- WHAT IS BEING ASKED
Take every line from the material that has the word "Behavioral" in it.

______________________________

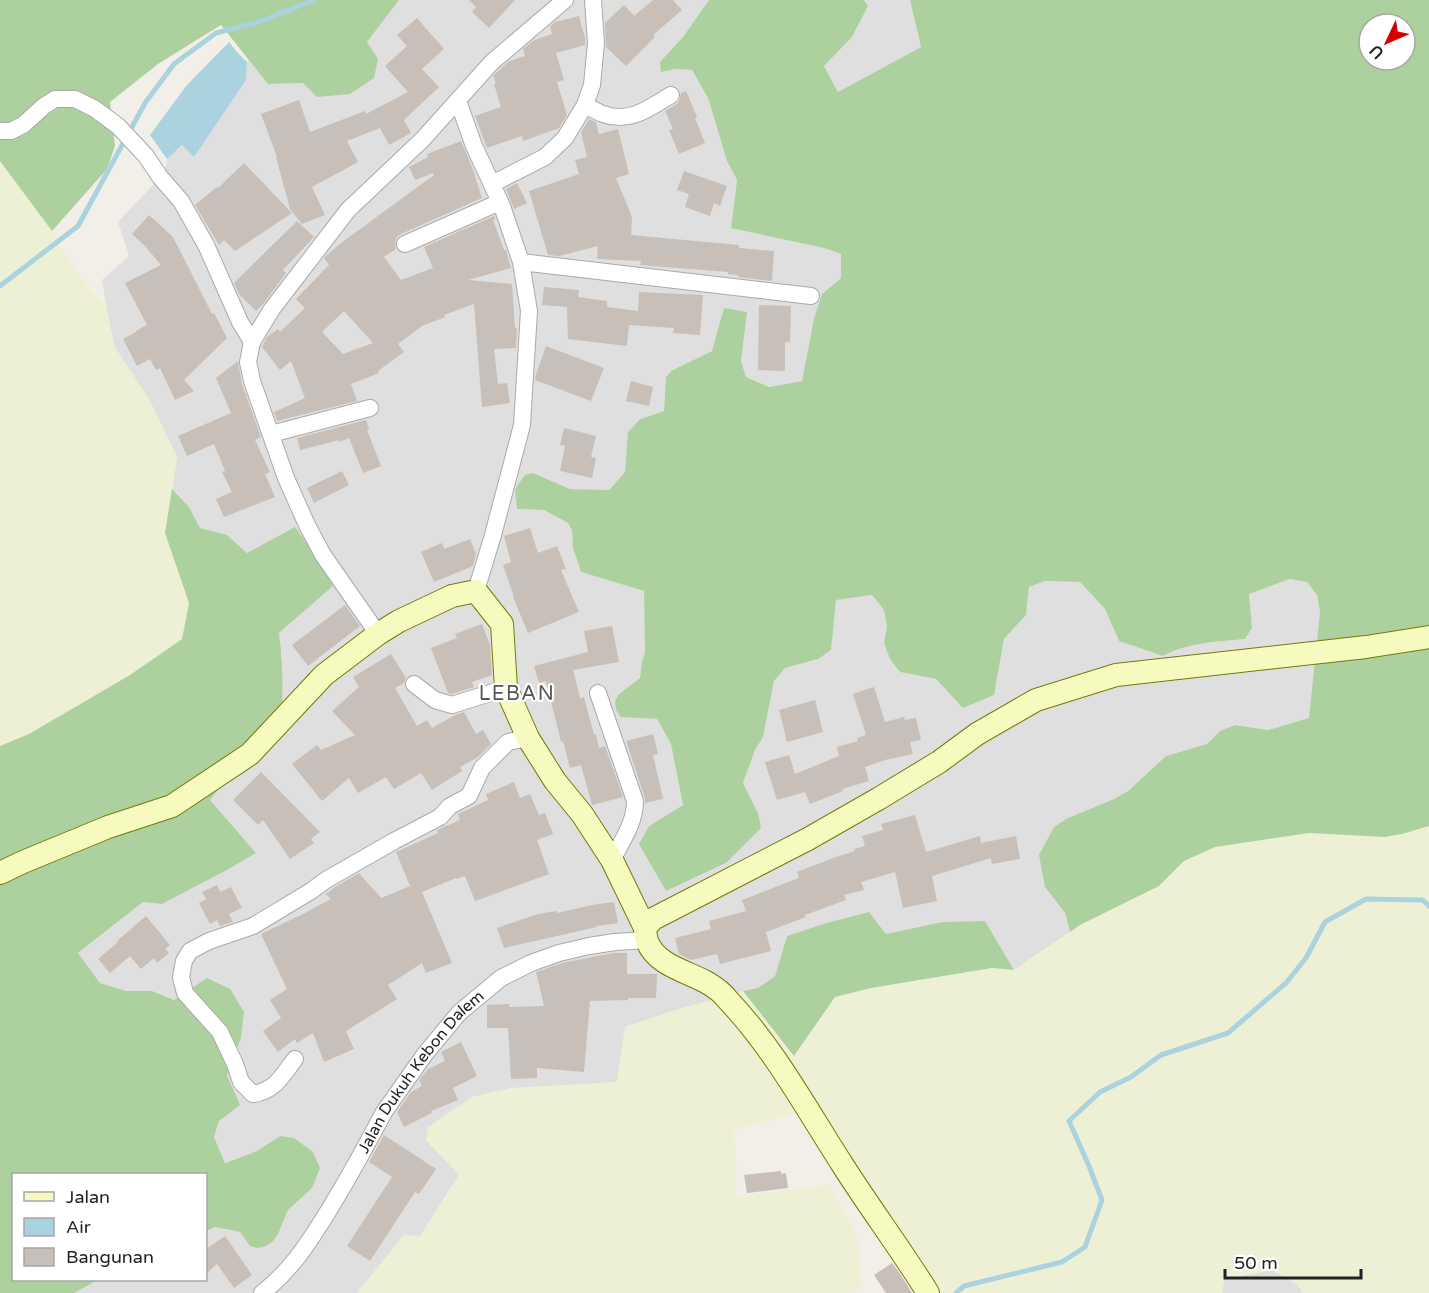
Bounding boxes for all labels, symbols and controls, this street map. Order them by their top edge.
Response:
north arrow [1357,12,1417,72]
text: U [1366,40,1388,63]
district label: LEBAN [479,682,555,706]
street label: Jalan Dukuh Kebon Dalem [354,986,488,1157]
legend [12,1173,207,1281]
text: Jalan [66,1186,110,1208]
text: Air [66,1216,91,1238]
scale bar [1225,1242,1362,1280]
text: Bangunan [66,1246,154,1268]
text: 50 m [1234,1252,1278,1274]

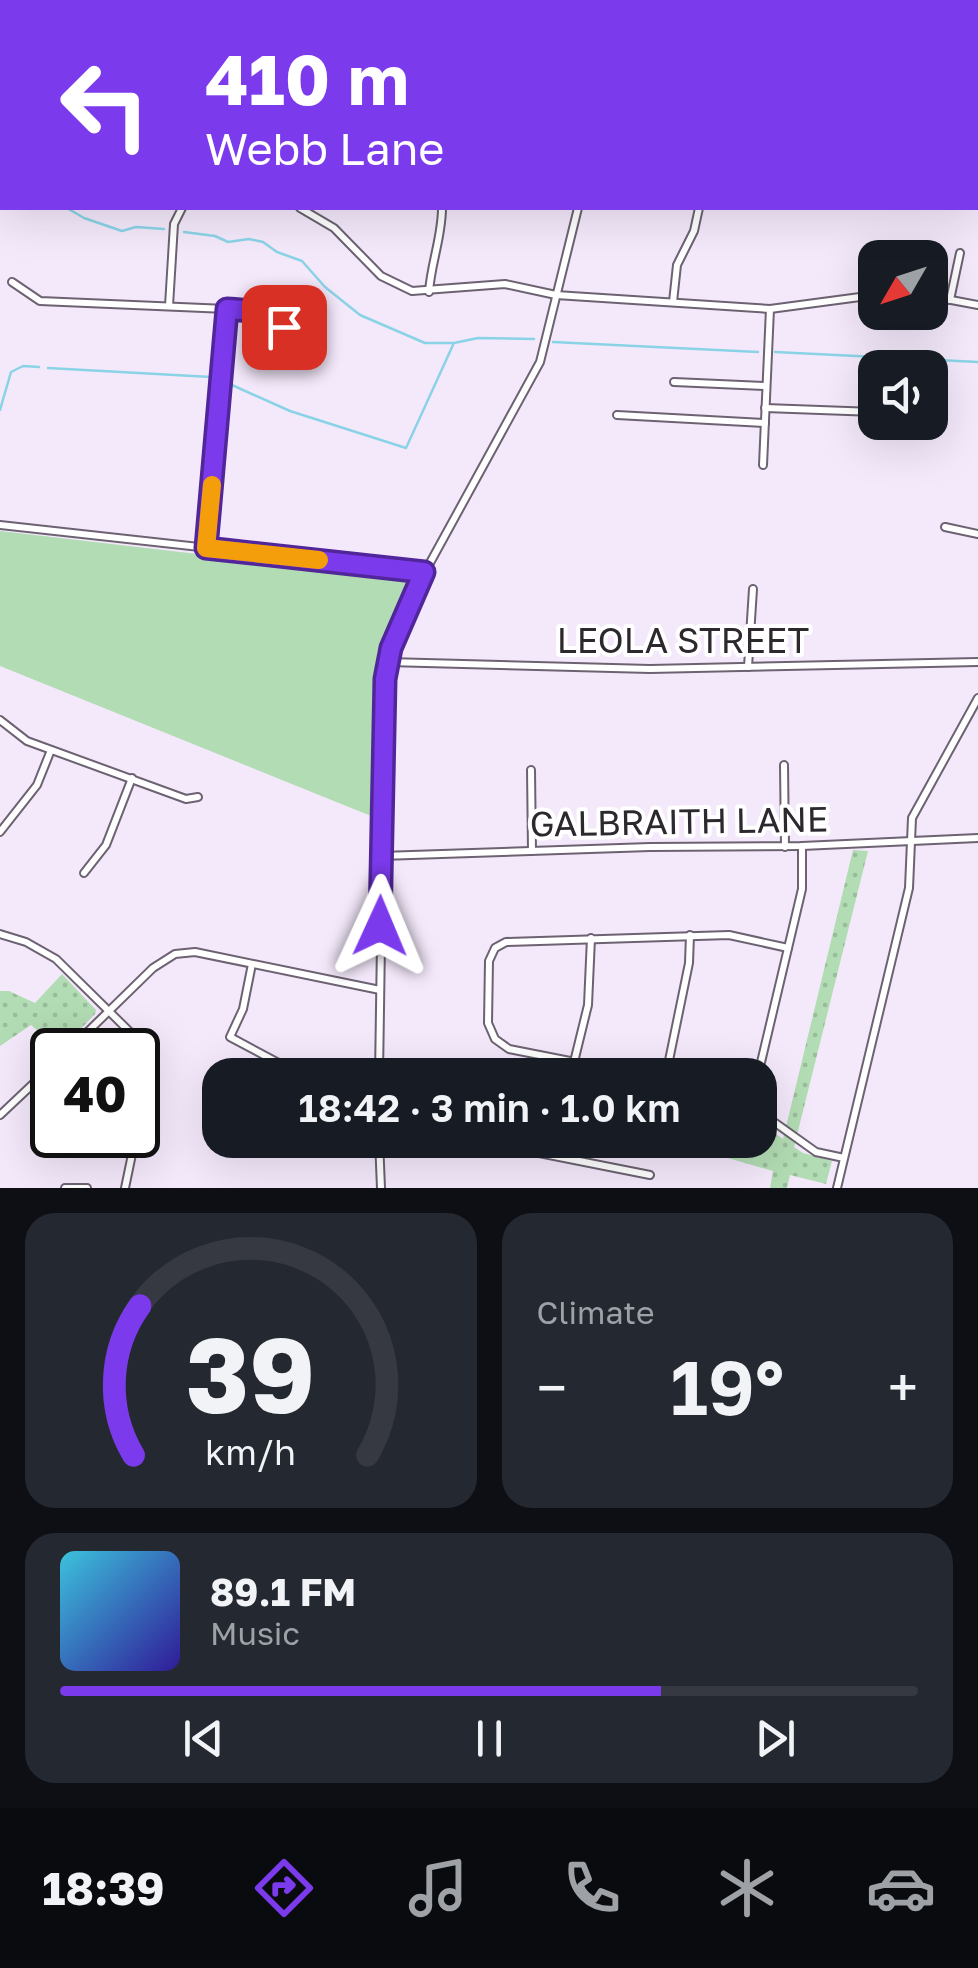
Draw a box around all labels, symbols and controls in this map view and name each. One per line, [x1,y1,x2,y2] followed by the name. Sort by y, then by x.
[205,36,409,120] text: 410 m
[40,40,170,170] icon: left
[205,121,444,175] text: Webb Lane
[858,240,948,330] north arrow
[858,240,948,440] map controls
[242,285,327,370] pin
[257,300,312,355] icon: arrive
[858,350,948,440] button: sound
[557,619,809,661] street label: LEOLA STREET
[529,797,829,845] street label: GALBRAITH LANE
[328,874,432,978] position arrow
[30,1028,160,1158] speed limit sign: 40
[299,1085,680,1130] text: 18:42 · 3 min · 1.0 km
[537,1293,655,1331] text: Climate
[186,1311,315,1436] text: 39
[670,1341,784,1432] text: 19°
[537,1354,567,1420] text: −
[888,1354,918,1420] text: +
[205,1430,296,1473] text: km/h
[210,1569,356,1614] text: 89.1 FM
[210,1614,300,1652] text: Music
[176,1711,231,1766] icon: previous
[462,1711,517,1766] icon: pause
[748,1711,803,1766] icon: next
[249,1853,319,1923] icon: directions
[403,1853,473,1923] icon: music
[557,1853,627,1923] icon: phone
[712,1853,782,1923] icon: climate
[866,1853,936,1923] icon: car
[42,1861,165,1915] text: 18:39

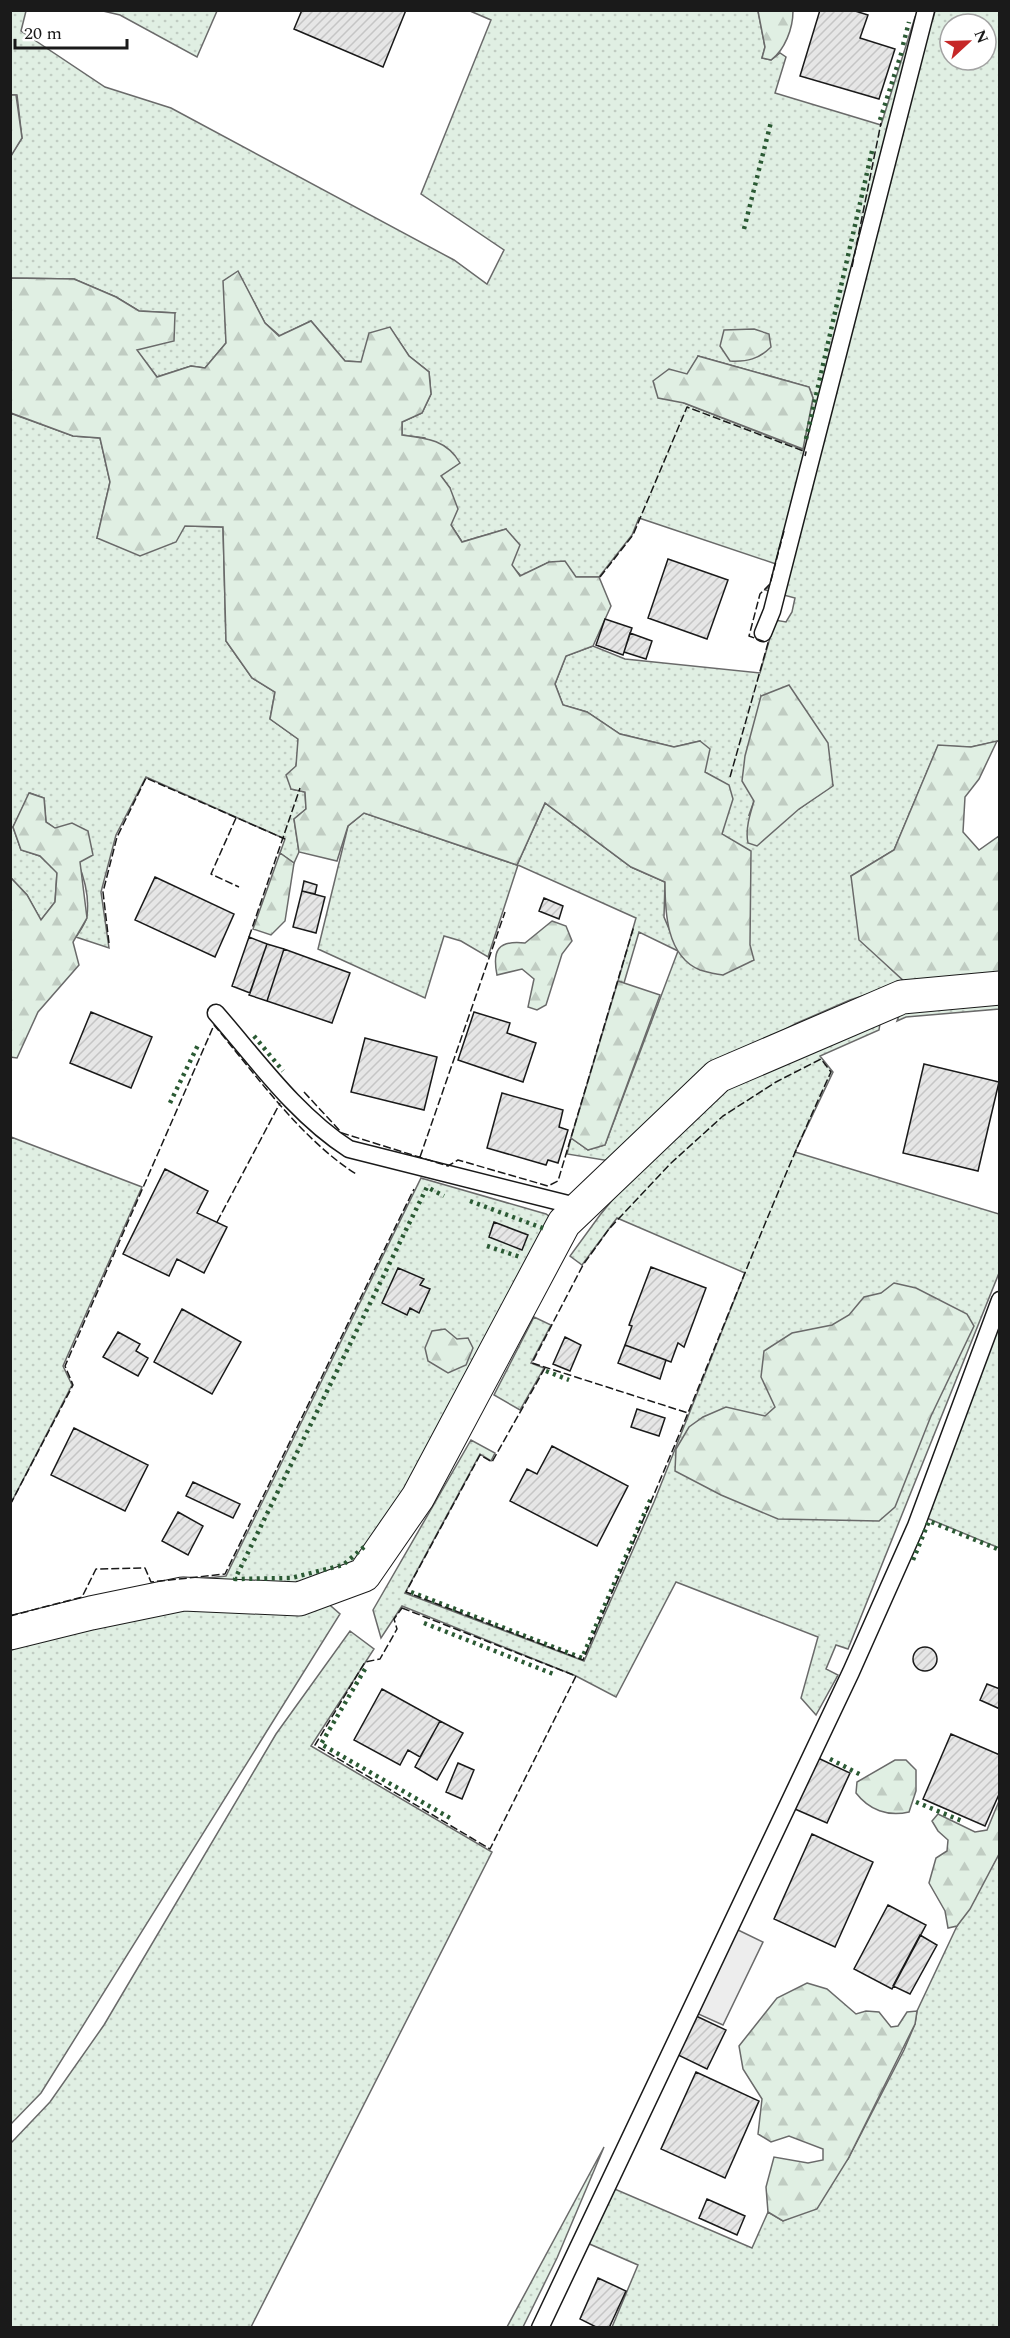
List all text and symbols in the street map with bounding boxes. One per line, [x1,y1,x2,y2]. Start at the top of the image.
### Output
scale bar [15,12,128,50]
north arrow [938,12,998,72]
text: 20 m [24,20,62,47]
text: N [967,26,995,47]

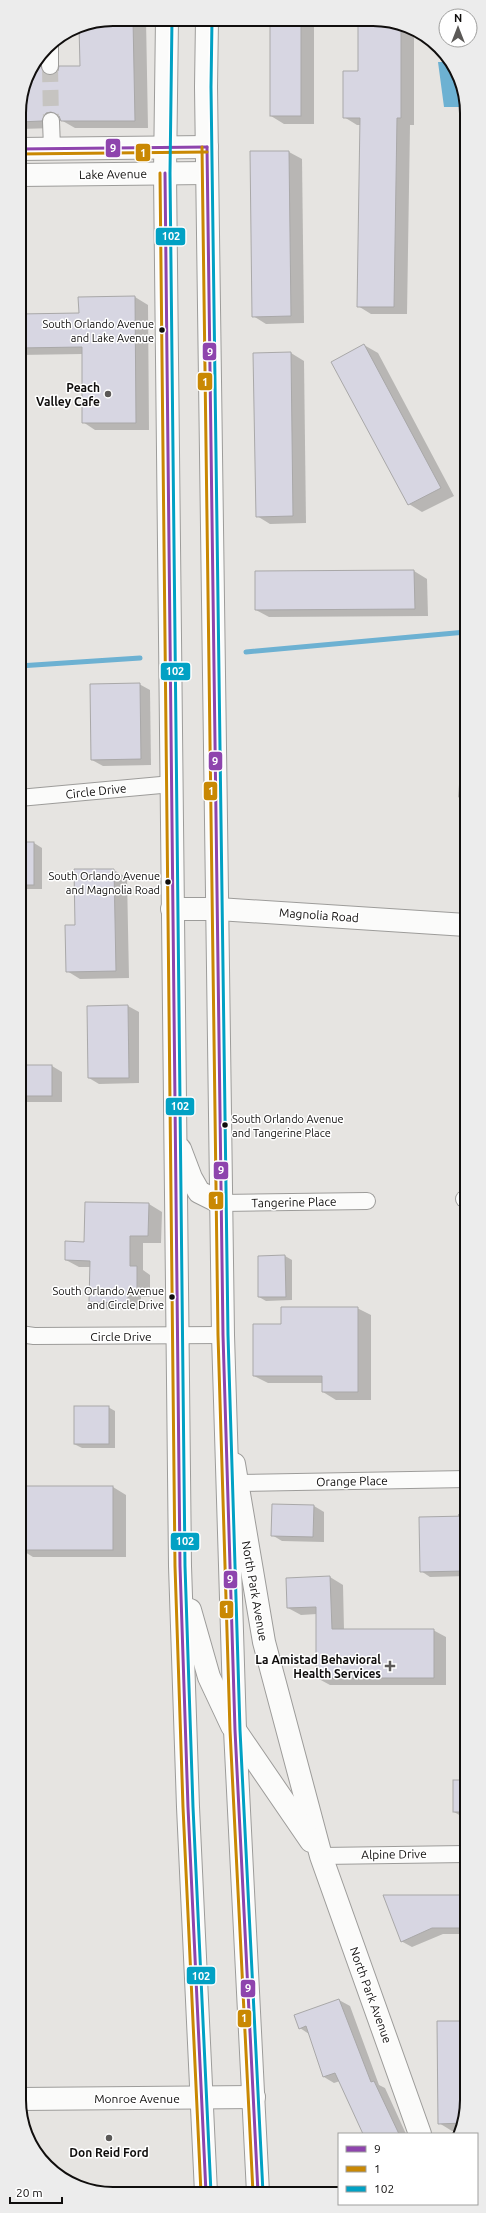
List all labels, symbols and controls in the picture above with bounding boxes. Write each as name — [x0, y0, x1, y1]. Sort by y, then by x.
north arrow — [438, 8, 478, 48]
text: N — [454, 12, 462, 24]
line badge: 9 — [105, 138, 121, 158]
text: 9 — [110, 142, 116, 154]
line badge: 1 — [135, 143, 151, 162]
text: 1 — [140, 147, 146, 159]
street label: Lake Avenue — [79, 167, 147, 181]
line badge: 102 — [155, 227, 186, 246]
text: 102 — [162, 230, 180, 242]
place label: South Orlando Avenue and Lake Avenue — [42, 318, 154, 344]
marker: South Orlando Avenue and Lake Avenue — [157, 325, 167, 335]
line badge: 9 — [202, 342, 217, 361]
text: 9 — [207, 346, 213, 358]
line badge: 1 — [197, 372, 213, 391]
text: 1 — [202, 376, 208, 388]
place label: Peach Valley Cafe — [36, 381, 100, 408]
marker: Peach Valley Cafe — [103, 389, 113, 399]
line badge: 102 — [160, 662, 191, 681]
text: 102 — [166, 665, 184, 677]
line badge: 9 — [208, 751, 223, 771]
text: 9 — [212, 755, 218, 767]
street label: Circle Drive — [65, 781, 127, 801]
line badge: 1 — [203, 781, 218, 801]
text: 1 — [208, 785, 214, 797]
place label: South Orlando Avenue and Magnolia Road — [48, 870, 160, 896]
marker: South Orlando Avenue and Magnolia Road — [163, 877, 173, 887]
street label: Magnolia Road — [279, 906, 359, 924]
line badge: 102 — [165, 1097, 195, 1116]
text: 102 — [171, 1100, 189, 1112]
place label: South Orlando Avenue and Tangerine Place — [232, 1113, 344, 1139]
marker: South Orlando Avenue and Tangerine Place — [220, 1120, 230, 1130]
line badge: 9 — [213, 1161, 229, 1180]
text: 9 — [218, 1164, 224, 1176]
line badge: 1 — [208, 1191, 224, 1210]
text: 1 — [213, 1194, 219, 1206]
street label: Tangerine Place — [251, 1195, 337, 1209]
place label: South Orlando Avenue and Circle Drive — [52, 1285, 164, 1311]
marker: South Orlando Avenue and Circle Drive — [167, 1292, 177, 1302]
street label: Circle Drive — [90, 1330, 152, 1343]
street label: Orange Place — [316, 1474, 388, 1488]
line badge: 102 — [170, 1532, 200, 1551]
text: 102 — [176, 1535, 194, 1547]
street label: North Park Avenue — [240, 1540, 270, 1642]
line badge: 9 — [223, 1570, 238, 1589]
text: 9 — [227, 1573, 233, 1585]
line badge: 1 — [219, 1600, 234, 1619]
text: 1 — [223, 1603, 229, 1615]
place label: La Amistad Behavioral Health Services — [255, 1653, 381, 1680]
marker: La Amistad Behavioral Health Services — [384, 1660, 396, 1672]
street label: Alpine Drive — [361, 1847, 427, 1861]
street label: North Park Avenue — [348, 1945, 394, 2045]
line badge: 102 — [186, 1966, 216, 1985]
text: 102 — [192, 1970, 210, 1982]
line badge: 9 — [240, 1979, 256, 1998]
text: 9 — [245, 1982, 251, 1994]
line badge: 1 — [237, 2009, 252, 2028]
text: 1 — [241, 2012, 247, 2024]
street label: Monroe Avenue — [94, 2092, 180, 2105]
marker: Don Reid Ford — [104, 2133, 114, 2143]
legend — [338, 2133, 478, 2205]
text: 9 — [374, 2142, 381, 2155]
place label: Don Reid Ford — [69, 2146, 149, 2159]
text: 1 — [374, 2162, 381, 2175]
scale bar — [10, 2179, 62, 2205]
text: 102 — [374, 2182, 394, 2195]
text: 20 m — [16, 2186, 43, 2199]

______________________________

- WRITTEN ANSWER
place label: La Amistad Behavioral Health Services — [255, 1653, 381, 1680]
marker: La Amistad Behavioral Health Services — [384, 1660, 396, 1672]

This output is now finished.